To make the most of the time at the workshop we’d also recommend installing audacity (https://www.audacityteam.org/) and supercollider (https://supercollider.github.io/) For those already familiar with the command line, we’d also recommend installing yt-dlp (https://github.com/yt-dlp/yt-dlp). You can find some of the scripts we’ll be working with here (https://codeberg.org/publicdatalab/forestscapes-supercollider).

 

 


 

Workshop 2: Creative Writing with Dr Victoria Leslie

  • Date: 22nd April 2026

  • Time: 9:30-12:30 (with lunch at 12:30)

  • Location: Melbourne House (KCL) (In-person or online)

 

 

About the Practitioner

Dr Victoria Leslie is a Research Fellow at the University of Greenwich whose work explores storytelling, place-writing and creative methods in environmental research. She has worked using arts-based research methods in projects including the UKRI-funded Diverse Marine Values programme (University of Portsmouth) and the WetlandLIFE project under the Valuing Nature programme (led by the University of Greenwich and funded by NERC, AHRC, SRC and DEFRA). She is a member of AALERT (Arts and Artists in Landscape and Environmental Research Today) and is also the author of the short story collection “Skein and Bone” (Undertow Books) and the novel “Bodies of Water” (Salt Publishing).

 

Workshop description

In this session, you’ll be invited to explore past, present, and future representations of fire in literature, and to reflect creatively on how fire is imagined, narrated, and understood. The workshop will combine short readings, discussion and practical creative writing exercises, introducing techniques you can take forward into your research and communication.

 


 

Workshop 3: Experimental Embroidery with Elnaz Yazdani

  • Date: 26th June 2026

  • Time: 13:00-16:00 (with lunch at 12:30)

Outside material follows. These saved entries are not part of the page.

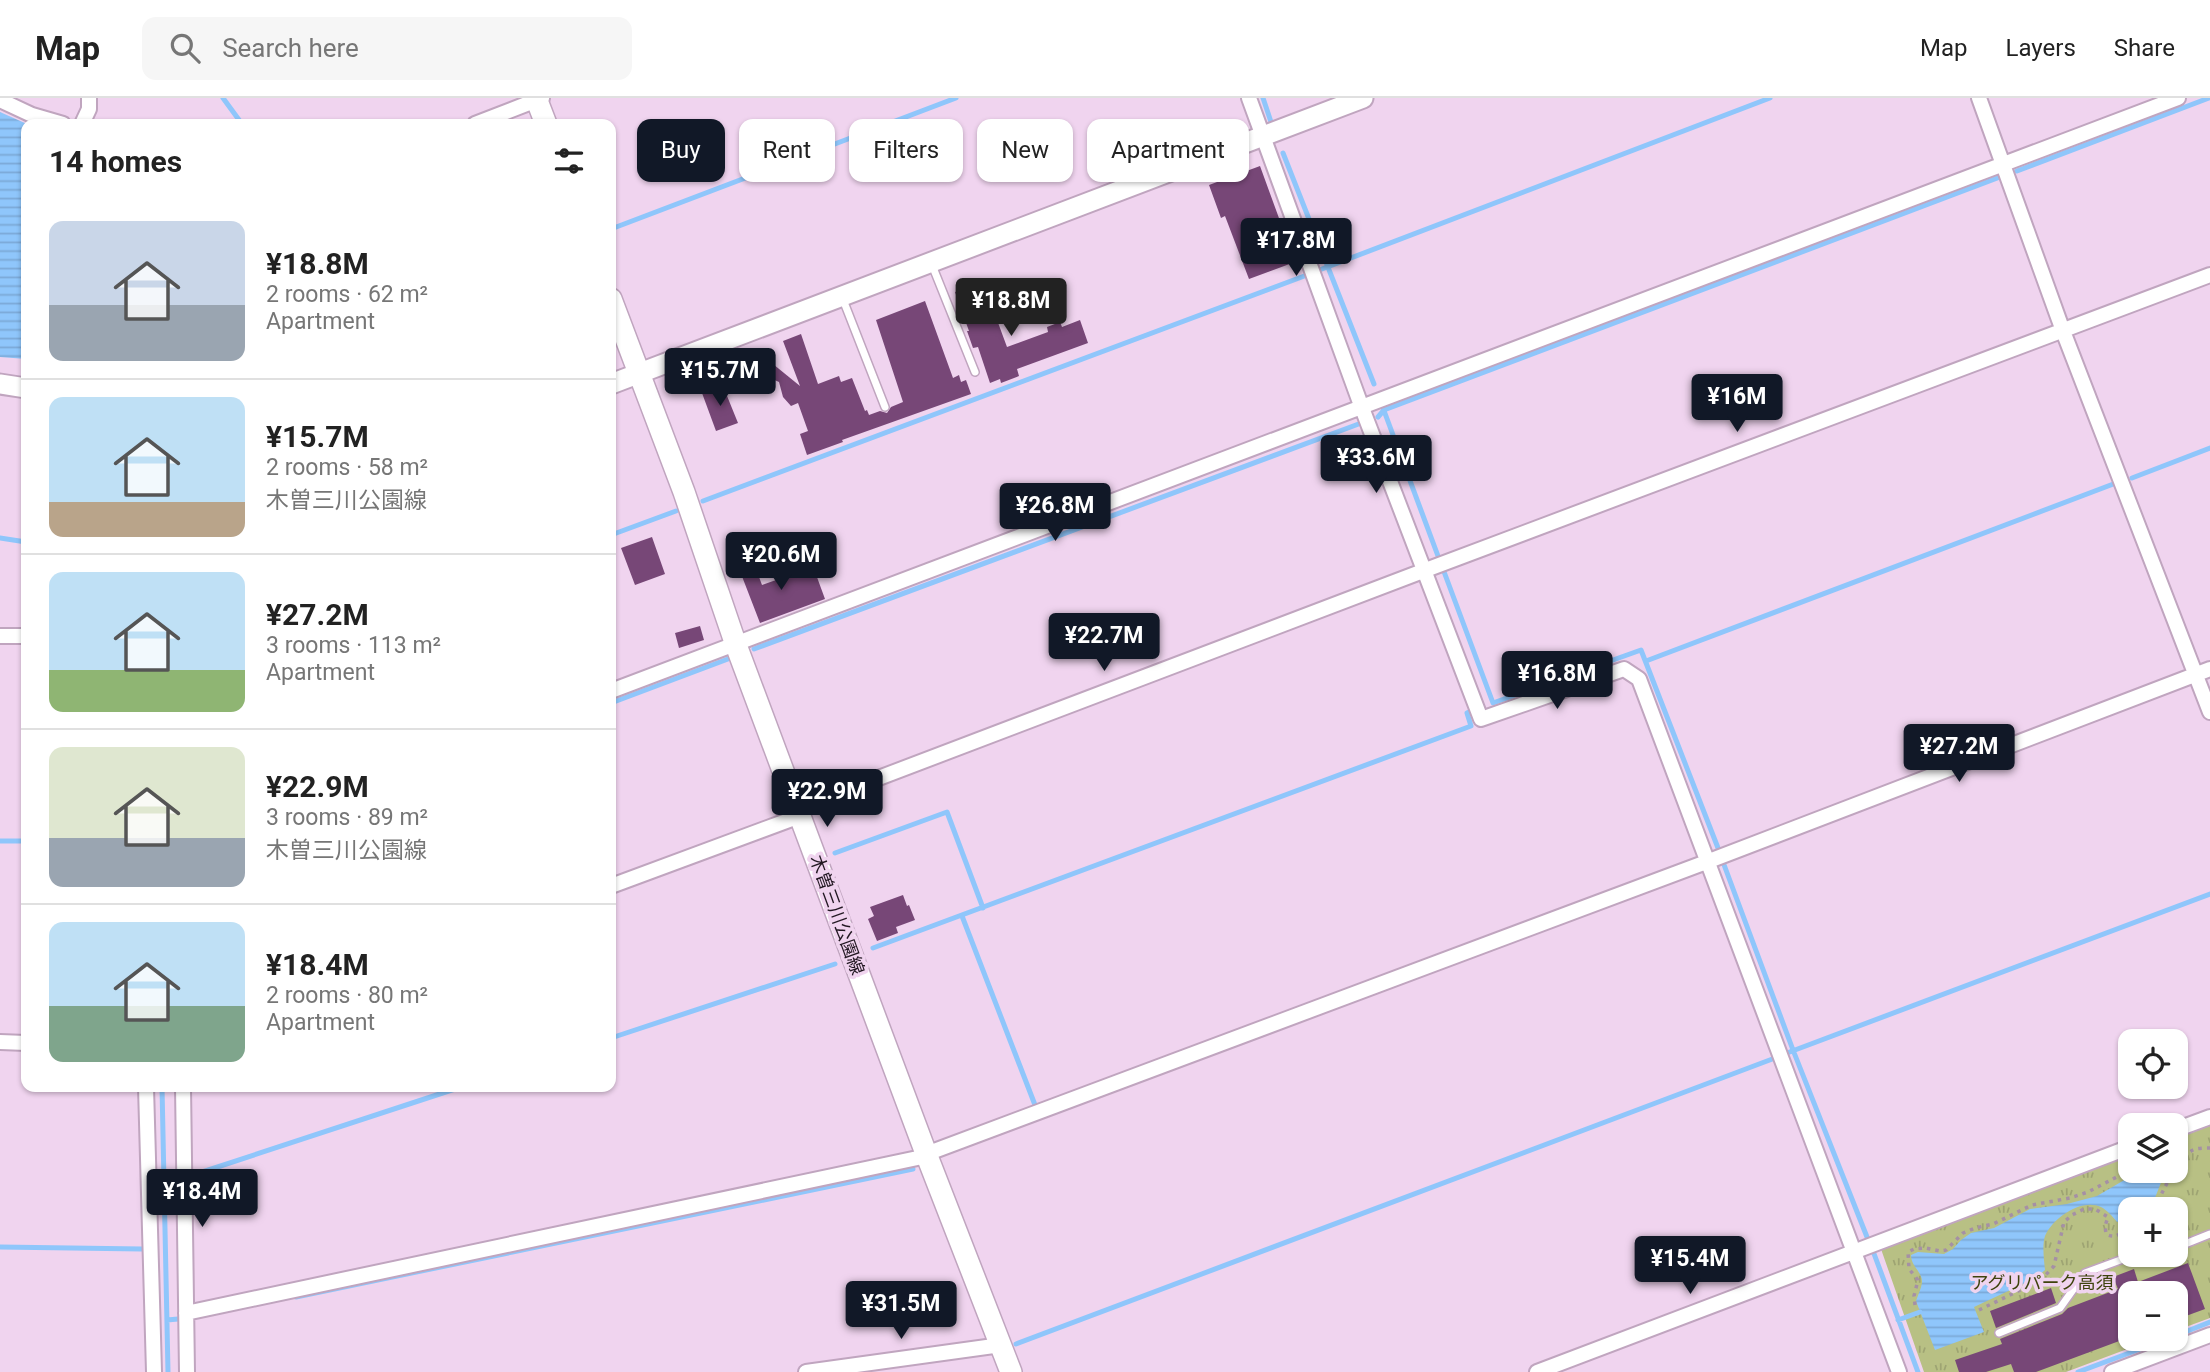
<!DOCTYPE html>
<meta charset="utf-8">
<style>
:root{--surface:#fff;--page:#f6f6f6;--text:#222;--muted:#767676;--line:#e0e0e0;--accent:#111827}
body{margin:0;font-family:Roboto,"Noto Sans JP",sans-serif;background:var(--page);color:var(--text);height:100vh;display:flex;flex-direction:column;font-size:26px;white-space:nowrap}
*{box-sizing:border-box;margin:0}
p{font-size:23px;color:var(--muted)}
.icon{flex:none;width:38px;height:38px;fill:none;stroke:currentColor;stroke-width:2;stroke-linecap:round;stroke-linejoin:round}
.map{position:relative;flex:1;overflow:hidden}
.side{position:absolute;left:21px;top:21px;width:595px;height:973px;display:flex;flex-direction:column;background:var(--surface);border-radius:14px;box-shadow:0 2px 5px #0004}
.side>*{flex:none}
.top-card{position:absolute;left:637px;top:21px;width:665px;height:63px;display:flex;gap:14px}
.tools{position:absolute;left:2118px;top:931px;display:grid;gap:14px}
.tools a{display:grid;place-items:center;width:70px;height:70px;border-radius:14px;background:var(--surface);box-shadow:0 2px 5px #0004;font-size:35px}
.price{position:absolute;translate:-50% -60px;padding:0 16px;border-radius:7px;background:var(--accent);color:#fff;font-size:23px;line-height:46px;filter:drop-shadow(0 2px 4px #0008)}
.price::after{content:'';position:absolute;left:50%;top:42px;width:21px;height:16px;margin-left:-10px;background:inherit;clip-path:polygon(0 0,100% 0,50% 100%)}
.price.on{background:#222;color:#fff}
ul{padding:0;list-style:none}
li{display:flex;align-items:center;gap:21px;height:175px;padding:0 28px}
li+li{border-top:2px solid var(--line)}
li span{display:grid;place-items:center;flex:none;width:196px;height:140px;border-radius:14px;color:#555}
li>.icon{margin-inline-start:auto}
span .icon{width:84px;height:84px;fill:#fffc;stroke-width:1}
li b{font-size:30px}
h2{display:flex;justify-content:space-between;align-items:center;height:84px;padding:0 28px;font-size:30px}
.tag{padding:0 24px;border-radius:14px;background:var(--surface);box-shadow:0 2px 5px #0004;font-size:24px;line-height:63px}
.tag.on{background:var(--accent);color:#fff}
header{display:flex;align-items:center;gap:42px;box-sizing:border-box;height:98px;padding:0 35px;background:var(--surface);border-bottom:2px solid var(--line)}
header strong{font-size:33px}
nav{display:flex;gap:38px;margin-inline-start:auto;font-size:24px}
.search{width:490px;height:63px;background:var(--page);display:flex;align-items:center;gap:18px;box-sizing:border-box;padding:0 24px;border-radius:14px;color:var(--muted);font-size:26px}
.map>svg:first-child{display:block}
.park{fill:url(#park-tufts);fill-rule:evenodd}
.water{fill:url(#water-rules)}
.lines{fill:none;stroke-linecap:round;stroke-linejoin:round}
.stream{stroke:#8fc6fb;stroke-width:5}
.building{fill:#774777}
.service-casing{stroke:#c0a5bf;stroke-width:10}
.minor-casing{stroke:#c0a5bf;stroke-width:18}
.tertiary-casing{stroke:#c0a5bf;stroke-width:23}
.secondary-casing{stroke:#c0a5bf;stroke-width:24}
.path{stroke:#a590a5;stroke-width:3.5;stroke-dasharray:3.5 5;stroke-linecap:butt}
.service{stroke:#fff;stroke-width:7}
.minor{stroke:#fff;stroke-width:14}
.tertiary{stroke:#fff;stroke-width:19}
.secondary{stroke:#fff;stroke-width:21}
.labels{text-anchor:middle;stroke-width:7;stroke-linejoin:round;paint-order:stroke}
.street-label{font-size:18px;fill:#211721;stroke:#f0d4ef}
.park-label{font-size:18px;fill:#3e430c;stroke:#f0d4ef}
</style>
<header>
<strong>Map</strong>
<div class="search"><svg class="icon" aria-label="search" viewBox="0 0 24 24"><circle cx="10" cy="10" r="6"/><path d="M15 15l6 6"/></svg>Search here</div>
<nav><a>Map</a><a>Layers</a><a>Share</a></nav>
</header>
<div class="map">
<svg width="2210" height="1274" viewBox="0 0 2210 1274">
<defs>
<pattern id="park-tufts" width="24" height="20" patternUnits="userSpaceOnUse" patternTransform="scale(1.75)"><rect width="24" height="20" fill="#b8c084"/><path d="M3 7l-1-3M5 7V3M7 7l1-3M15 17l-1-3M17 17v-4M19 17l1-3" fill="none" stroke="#9ea472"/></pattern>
<pattern id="water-rules" width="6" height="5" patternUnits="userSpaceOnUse" patternTransform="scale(1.75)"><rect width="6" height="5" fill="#8fc6fb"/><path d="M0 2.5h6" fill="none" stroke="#7ba9d7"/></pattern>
</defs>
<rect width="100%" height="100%" fill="#f0d4ef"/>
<!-- park -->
<path class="park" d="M2210,1027v193l-35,13v-38h-45v46h24l-88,33h-142l-43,-123 249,-94v16h45v-33zM2130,1111h45v46h-45z"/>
<!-- water -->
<path class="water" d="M0,14l27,12 -1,235 -26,-2z
M2155,1073l5,2 3,-2h7l-8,9 -11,28 1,1h-22v10l-13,3c-4,-5 -10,-12 -16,-15 -20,-9 -48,11 -56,29 -3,9 -1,24 0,34l-9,8 -62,29 10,25 -49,18 -19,-49c2,-6 5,-12 6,-18 1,-11 -11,-16 -11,-28l7,-3 26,2 9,-5 8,-9 10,-7 23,-5 36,-19 37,-5 30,-8 41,-24z"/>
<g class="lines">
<!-- stream -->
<path class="stream" d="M223,0l19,26
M1263,0l8,24
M1283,55l91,231
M2017,73l192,-73
M611,131l345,-131
M1322,171l448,-171
M1383,310l55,148
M1378,319l6,-7 616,-233
M2132,380l78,-30
M703,403l604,-226
M611,437l65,-24
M0,440l26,4
M1443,471l50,134 148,-53 77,198
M754,551l610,-227
M1646,563l470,-178
M611,605l117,-44
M0,743h26
M835,755l112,-41 36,96
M1723,764l70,188 74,187
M962,818l73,189
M873,850l598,-222 -4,-13 4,-2
M611,940l224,-74
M1787,955l423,-159
M162,989l6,285
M165,1076l11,2
M193,1077l268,-88
M0,1149l142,2
M1873,1153l45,121
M296,1199l617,-128
M167,1222l11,-1
M1898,1222l22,-8
M2175,1238l35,-14
M1016,1246l759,-286
M2078,1274l89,-33"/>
</g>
<!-- building -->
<path class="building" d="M1260,68l35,96 -46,17 -24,-63 -4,2 -12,-33z
M983,184l24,65 41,-15 -1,-5 13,-5 2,5 18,-7 8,23 -71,26 2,7 -18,7 -1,-4 -10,4 -12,-36 -5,1 -6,-17h2l-14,-39z
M925,203l28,77 6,-3 2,7 5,-2 5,14 -129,46 1,2 -36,13 -7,-21 8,-3 -10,-28 -7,3 -8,-9 -4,-15 -18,-8 7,-14 32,26 -17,-45 18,-7 17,50 21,-8 2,6 11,-4 13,33 2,-1 2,5 11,-4 7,2 4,-6 12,-5 -27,-82z
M723,288l15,37 -22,8 -14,-38z
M652,439l13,37 -30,11 -14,-37z
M753,463l9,24 28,-10 1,3 23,-9 11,30 -65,24 -22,-57z
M700,528l4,14 -25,8 -4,-15z
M903,797l4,11 2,-1 6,15 -19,7 2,6 -21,8 -9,-22 6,-3 -4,-9z
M2188,1165l17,46 -30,11v-27h-45v44l-94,35h-22l-3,-8 -25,8h-27l-4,-12 47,-16 -2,-5 62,-25 6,-6 50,-19 -5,-12 21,-8 4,13z
M2051,1190l5,15 -60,25 -6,-17z"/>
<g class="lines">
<!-- service casing -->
<g class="service-casing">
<path id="service" d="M932,167l43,107
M842,199l43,110
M2175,1150l35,-14
M1999,1235l61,-25 25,-35 49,-18"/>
</g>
<!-- minor casing -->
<g class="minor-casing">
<path id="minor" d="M1249,0l113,310 119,311 143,-50 15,10 260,693
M1979,0l84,233 147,381
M0,2l32,15 31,9
M82,26l7,-15v-11
M475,26l67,-26
M0,538h26
M611,593l1567,-593
M797,711l626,-238 787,-296
M611,788l189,-70
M0,944l26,1
M146,989l8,285
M183,989l4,285
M2175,1032l35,-13
M926,1056l783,-293 501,-192
M186,1215l741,-157
M806,1274l195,-27
M1537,1274l593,-225
M2112,1274l98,-37"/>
</g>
<!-- tertiary casing -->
<g class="tertiary-casing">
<path id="tertiary" d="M0,286l26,4
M611,286l752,-286"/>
</g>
<!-- secondary casing -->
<g class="secondary-casing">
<path id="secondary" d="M536,0l10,26
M611,201l73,193 52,153 191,511 84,216"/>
</g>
<!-- path -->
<path class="path" d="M2155,1111c5,-14 24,-52 38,-59 4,-2 12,-2 17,-2
M1915,1207l-1,-9 4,-16 -9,-11 -1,-17 6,-3 12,-1 14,3 6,-1 17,-17 12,-5 18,-4 39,-19 38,-7 18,-6 42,-22
M1979,1212l62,-30 13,-14 10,-44 8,-7 12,-6h11l13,8 -3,9 1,8c11,6 14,-2 24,-7"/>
<!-- service -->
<use href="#service" class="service"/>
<!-- minor -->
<use href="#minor" class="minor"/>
<!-- tertiary -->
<use href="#tertiary" class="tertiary"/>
<!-- secondary -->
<use href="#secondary" class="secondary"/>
</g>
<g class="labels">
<!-- street labels -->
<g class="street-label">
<text transform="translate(837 817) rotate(70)" y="6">木曽三川公園線</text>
</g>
<!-- park labels -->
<g class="park-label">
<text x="2042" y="1191">アグリパーク高須</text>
</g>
</g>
</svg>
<div class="tools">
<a><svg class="icon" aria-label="locate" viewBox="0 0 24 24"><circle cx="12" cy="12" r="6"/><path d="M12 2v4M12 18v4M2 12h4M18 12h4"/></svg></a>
<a><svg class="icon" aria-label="layers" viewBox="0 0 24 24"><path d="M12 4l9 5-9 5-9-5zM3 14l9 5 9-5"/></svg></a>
<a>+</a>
<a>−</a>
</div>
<b class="price" style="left:1296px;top:180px">¥17.8M</b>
<b class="price on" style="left:1011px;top:240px">¥18.8M</b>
<b class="price" style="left:720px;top:310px">¥15.7M</b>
<b class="price" style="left:1737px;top:336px">¥16M</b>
<b class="price" style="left:1376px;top:397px">¥33.6M</b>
<b class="price" style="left:1055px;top:445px">¥26.8M</b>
<b class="price" style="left:781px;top:494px">¥20.6M</b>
<b class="price" style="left:1104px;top:575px">¥22.7M</b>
<b class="price" style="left:1557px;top:613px">¥16.8M</b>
<b class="price" style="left:1959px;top:686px">¥27.2M</b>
<b class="price" style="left:827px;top:731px">¥22.9M</b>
<b class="price" style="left:202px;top:1131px">¥18.4M</b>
<b class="price" style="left:1690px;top:1198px">¥15.4M</b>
<b class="price" style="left:901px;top:1243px">¥31.5M</b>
<div class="top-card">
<a class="tag on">Buy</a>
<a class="tag">Rent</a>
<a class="tag">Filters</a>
<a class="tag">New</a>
<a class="tag">Apartment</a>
</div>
<section class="side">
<h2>14 homes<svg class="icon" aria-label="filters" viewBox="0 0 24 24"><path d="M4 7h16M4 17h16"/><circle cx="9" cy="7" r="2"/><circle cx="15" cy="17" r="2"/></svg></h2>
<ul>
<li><span style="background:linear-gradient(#c9d6e8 60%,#9aa5b1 0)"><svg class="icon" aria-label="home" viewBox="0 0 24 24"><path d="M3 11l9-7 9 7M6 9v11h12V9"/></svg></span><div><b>¥18.8M</b><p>2 rooms · 62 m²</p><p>Apartment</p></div></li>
<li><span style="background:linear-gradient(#bfe0f5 75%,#b9a48a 0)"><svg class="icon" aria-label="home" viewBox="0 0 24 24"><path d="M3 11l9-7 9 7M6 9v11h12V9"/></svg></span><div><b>¥15.7M</b><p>2 rooms · 58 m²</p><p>木曽三川公園線</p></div></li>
<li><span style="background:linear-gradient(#bfe0f5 70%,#8fb573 0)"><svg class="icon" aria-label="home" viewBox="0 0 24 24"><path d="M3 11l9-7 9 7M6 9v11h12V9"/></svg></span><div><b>¥27.2M</b><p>3 rooms · 113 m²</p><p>Apartment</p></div></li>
<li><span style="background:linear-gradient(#dfe7d0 65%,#9aa5b1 0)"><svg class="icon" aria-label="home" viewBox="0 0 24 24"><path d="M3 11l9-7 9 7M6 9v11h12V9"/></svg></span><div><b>¥22.9M</b><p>3 rooms · 89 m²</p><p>木曽三川公園線</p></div></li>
<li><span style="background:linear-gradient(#bfe0f5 60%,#7fa58c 0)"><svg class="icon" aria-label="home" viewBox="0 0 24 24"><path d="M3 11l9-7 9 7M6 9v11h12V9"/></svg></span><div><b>¥18.4M</b><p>2 rooms · 80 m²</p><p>Apartment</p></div></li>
</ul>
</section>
</div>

  • Location:  Melbourne House (KCL) (In-person only)

About the Practitioner

Elnaz Yazdani is an embroidery artist and educator based in Yorkshire, dedicated to sharing her textile skills and promoting the importance of embroidery as an art form for community wellbeing. In 2020 she was commended for the Teaching Excellence Award in Embroidery via the Embroiderers Guild, and in 2025 was awarded a Master of Arts by Research for a programme of work entitled ‘Rethinking Embroidery: Connecting, Embellishing and Transforming Communities Through Embroidery’. Her practice explores ways of transforming traditional embroidery techniques through unusual, industrial and upcycled materials.

 

Workshop description

This workshop offers a practical introduction to experimental hand embroidery, exploring how embroidery can be used as an artistic tool to express yourself, connect with others and improve wellbeing. The session will also examine how embroidery can serve as a methodology to engage communities and individuals in research projects, embellishing, transforming and connecting through stitch.


Further workshops will be arranged later in the year.